Saved data entries
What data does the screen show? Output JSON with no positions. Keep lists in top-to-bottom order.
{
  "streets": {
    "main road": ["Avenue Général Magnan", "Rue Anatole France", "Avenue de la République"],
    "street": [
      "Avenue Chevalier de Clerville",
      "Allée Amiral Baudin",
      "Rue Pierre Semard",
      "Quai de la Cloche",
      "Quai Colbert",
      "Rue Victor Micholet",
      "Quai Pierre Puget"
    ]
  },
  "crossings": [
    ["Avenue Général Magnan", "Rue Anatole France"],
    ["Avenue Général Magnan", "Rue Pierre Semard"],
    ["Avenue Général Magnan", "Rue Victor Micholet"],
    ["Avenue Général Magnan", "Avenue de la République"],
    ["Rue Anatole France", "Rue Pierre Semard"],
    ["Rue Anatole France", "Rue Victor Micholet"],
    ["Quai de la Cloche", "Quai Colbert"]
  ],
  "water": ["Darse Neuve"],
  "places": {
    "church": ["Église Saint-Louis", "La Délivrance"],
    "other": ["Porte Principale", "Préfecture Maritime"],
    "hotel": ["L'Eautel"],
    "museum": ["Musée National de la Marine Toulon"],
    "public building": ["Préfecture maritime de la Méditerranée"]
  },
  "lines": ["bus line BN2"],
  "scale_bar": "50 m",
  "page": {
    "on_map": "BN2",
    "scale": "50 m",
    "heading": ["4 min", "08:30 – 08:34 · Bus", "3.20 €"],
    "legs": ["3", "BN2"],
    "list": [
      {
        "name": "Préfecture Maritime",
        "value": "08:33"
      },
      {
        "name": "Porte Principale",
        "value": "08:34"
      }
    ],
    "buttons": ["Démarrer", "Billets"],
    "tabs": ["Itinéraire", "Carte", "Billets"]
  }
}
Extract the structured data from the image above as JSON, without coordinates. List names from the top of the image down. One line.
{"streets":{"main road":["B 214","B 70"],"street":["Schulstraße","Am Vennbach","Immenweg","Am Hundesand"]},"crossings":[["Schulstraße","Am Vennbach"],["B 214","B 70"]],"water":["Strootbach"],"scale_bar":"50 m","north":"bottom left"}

● ABOUT THIS EXERCISE:
Locate "Extract the structured" in the data above. Then repeat, exactly, its line and each line after it through the last, adding nothing.

● SOLUTION TO THE EXERCISE:
Extract the structured data from the image above as JSON, without coordinates. List names from the top of the image down. One line.
{"streets":{"main road":["B 214","B 70"],"street":["Schulstraße","Am Vennbach","Immenweg","Am Hundesand"]},"crossings":[["Schulstraße","Am Vennbach"],["B 214","B 70"]],"water":["Strootbach"],"scale_bar":"50 m","north":"bottom left"}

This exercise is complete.